Council refuses hotel planning permission 'due to too many hotels in the area'

Council refuses planning permission for Kevin Street D8 hotel 'due to too many hotels in the area'
Council refuses hotel planning permission 'due to too many hotels in the area'

Gordon Deegan

Dublin City Council has refused planning permission for a planned eight-storey hotel scheme for Dublin 8 as it would exacerbate the existing over-concentration of hotel developments for the area.

Last year, Derek Murtagh lodged plans for the 81 bedroom hotel for Kevin Street Lower and Liberty Lane, Portobello, Dublin 8.

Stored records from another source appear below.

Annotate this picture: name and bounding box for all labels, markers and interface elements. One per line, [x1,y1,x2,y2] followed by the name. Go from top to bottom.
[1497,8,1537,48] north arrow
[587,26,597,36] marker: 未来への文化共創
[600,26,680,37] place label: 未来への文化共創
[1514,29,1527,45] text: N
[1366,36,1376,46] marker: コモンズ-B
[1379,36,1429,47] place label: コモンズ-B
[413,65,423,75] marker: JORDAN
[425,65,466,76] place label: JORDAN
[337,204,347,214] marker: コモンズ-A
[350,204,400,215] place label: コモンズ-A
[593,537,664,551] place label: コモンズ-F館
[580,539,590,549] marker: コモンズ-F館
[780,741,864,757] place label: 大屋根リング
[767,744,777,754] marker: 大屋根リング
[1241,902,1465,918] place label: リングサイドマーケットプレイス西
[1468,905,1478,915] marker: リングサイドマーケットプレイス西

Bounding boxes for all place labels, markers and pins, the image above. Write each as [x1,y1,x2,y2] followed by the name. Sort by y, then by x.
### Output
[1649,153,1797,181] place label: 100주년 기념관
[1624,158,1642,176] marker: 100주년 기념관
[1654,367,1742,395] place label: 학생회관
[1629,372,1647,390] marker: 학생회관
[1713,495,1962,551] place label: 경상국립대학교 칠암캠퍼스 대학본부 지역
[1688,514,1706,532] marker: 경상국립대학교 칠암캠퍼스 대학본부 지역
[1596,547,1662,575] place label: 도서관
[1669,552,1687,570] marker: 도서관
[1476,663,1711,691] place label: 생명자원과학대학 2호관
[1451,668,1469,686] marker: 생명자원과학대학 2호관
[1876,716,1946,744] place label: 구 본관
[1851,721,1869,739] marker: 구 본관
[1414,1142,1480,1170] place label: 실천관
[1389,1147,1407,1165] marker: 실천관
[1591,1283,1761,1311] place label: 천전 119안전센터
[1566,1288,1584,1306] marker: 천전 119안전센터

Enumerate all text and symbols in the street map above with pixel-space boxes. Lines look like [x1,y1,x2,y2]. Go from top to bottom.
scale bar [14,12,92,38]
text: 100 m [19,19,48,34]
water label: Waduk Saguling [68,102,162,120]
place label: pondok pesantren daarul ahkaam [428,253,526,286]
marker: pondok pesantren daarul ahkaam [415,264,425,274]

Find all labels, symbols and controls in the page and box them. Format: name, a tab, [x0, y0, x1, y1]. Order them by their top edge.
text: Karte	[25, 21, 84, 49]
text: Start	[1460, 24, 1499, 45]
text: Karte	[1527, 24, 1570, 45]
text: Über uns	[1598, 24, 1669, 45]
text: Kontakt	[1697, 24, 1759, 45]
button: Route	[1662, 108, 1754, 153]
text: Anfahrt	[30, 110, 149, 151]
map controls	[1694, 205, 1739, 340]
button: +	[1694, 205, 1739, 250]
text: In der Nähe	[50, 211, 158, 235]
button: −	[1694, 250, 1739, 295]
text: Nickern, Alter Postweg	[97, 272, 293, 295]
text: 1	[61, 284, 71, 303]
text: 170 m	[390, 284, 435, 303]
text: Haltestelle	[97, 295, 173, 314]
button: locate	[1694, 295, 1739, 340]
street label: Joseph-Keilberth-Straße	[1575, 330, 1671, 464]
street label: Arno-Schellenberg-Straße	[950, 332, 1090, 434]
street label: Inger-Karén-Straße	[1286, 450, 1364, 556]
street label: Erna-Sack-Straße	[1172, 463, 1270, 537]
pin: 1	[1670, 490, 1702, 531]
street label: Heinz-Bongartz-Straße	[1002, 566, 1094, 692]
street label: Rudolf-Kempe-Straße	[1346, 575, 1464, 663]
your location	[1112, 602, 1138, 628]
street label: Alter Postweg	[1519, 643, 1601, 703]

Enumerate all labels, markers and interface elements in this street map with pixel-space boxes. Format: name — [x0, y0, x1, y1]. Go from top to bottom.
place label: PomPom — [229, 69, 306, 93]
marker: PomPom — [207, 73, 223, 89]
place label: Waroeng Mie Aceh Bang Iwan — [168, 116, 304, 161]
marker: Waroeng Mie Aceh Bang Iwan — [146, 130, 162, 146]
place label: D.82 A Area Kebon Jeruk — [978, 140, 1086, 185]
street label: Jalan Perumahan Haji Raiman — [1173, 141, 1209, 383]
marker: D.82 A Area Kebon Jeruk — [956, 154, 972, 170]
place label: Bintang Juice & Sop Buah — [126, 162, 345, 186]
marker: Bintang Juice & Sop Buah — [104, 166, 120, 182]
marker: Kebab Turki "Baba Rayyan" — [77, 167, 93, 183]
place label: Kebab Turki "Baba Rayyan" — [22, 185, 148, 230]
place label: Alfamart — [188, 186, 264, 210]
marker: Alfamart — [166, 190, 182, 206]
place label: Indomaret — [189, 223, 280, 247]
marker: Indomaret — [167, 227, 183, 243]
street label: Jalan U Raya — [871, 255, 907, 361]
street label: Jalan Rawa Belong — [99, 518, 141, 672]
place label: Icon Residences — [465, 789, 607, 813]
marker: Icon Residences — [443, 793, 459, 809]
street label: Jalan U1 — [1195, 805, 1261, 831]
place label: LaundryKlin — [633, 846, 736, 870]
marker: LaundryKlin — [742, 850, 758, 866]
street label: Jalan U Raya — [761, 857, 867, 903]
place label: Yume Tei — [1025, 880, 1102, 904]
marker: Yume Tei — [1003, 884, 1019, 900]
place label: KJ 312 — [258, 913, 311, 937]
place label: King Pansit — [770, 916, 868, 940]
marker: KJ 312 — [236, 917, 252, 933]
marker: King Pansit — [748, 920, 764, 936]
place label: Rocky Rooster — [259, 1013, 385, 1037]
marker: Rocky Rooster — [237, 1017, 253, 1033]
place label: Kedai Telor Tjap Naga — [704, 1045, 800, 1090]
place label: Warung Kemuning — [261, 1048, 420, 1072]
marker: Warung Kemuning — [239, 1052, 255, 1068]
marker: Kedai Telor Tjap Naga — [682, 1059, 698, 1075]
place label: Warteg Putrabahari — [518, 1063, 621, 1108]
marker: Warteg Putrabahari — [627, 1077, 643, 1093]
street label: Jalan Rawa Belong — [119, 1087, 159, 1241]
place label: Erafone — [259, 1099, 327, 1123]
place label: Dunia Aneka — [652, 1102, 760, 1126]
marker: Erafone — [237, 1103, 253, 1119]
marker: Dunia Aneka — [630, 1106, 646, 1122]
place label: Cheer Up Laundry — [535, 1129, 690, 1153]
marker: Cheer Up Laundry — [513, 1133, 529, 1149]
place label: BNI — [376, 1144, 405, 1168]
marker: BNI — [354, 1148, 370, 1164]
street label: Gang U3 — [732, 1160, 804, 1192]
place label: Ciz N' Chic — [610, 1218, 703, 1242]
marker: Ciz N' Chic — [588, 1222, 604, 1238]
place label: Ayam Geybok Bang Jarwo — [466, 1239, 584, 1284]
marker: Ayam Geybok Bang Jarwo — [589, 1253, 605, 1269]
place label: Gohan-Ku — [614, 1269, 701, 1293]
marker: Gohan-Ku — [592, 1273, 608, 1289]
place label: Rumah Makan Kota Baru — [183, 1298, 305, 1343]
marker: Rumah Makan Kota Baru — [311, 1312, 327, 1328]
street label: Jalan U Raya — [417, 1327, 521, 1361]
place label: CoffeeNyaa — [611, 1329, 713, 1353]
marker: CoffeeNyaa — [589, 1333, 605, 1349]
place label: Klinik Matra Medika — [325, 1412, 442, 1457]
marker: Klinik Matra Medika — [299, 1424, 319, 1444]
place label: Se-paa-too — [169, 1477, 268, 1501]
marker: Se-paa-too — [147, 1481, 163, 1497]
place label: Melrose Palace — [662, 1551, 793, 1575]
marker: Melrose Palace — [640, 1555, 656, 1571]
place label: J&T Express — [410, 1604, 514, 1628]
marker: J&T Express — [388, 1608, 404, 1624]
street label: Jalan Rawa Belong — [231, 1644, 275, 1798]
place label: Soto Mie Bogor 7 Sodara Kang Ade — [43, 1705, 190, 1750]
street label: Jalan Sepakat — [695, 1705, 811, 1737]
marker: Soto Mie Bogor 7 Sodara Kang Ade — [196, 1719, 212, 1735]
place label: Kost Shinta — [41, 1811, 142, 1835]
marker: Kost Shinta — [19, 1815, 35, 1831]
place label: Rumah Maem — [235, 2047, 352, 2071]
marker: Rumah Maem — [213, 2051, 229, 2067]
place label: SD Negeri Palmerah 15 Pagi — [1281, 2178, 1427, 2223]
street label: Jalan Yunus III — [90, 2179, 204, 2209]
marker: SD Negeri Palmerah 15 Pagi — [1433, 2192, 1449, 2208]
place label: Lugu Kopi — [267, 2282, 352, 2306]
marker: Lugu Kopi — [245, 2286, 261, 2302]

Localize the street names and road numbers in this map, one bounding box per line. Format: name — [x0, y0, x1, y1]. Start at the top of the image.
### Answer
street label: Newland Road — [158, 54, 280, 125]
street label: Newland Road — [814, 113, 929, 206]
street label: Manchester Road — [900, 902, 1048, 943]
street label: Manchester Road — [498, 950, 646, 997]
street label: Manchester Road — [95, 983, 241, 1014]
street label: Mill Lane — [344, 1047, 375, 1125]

Dublin City Council has now refused planning permission after a report lodged with the application confirmed that between existing and permitted schemes, there are 2,758 hotel bedrooms being provided within 500 metres of the hotel site.

Bedrooms

The report prepared for applicant, Mr Murtagh, by Head of Hotels & Leisure at Savills, Tom Barrett stated that identified 2,200 hotel bedrooms within 500m in 21 hotels in the area and for 558 hotel bedrooms concerning six planned hotels in the planning system "of which we believe only a percentage of these will be built”.

Mr Barrett said that the planned hotel “would be a good addition to this city centre area. It is an ideal location for a hotel, close to St Stephen’s Green and the Luas, but in a developing area of the city and forming a natural link to the former DIT site on Kevin Street, onto the Distillery Quarter and St James Gate and Guinness”.

Mr Barrett stated that Dublin 8 was not a traditional hotel, leisure or corporate destination, but that has been slowly changing.

Mr Barrett stated that with significant investment a small number of hotels have opened in the D8 area between St Stephen’s Green and the Guinness Storehouse in recent years.

However, the Council ruled that the proposed development would exacerbate the existing over-concentration of hotel developments in the south-east quadrant of the city.

Other uses

The council also ruled that the proposal would also prevent the delivery of other uses in this area of the City such as residential, social, cultural and economic uses and fundamentally undermine the vision of the City Development Plan for the provision of a dynamic mix of uses within the city centre and fail to sustain the vitality of the inner city.

The council also refused planning permission after concluding that the hotel scheme’s design, scale, bulk, massing and height represents overdevelopment of the site and would not complement the established built form and character of the surrounding area.

The Council also ruled that the scheme would appear visually incongruous and would cause serious injury to the setting and amenity of the Conservation Area and would negatively impact the setting of an adjacent Protected Structure.

Mr Murtagh has now appealed the council decision to An Bord Pleanála.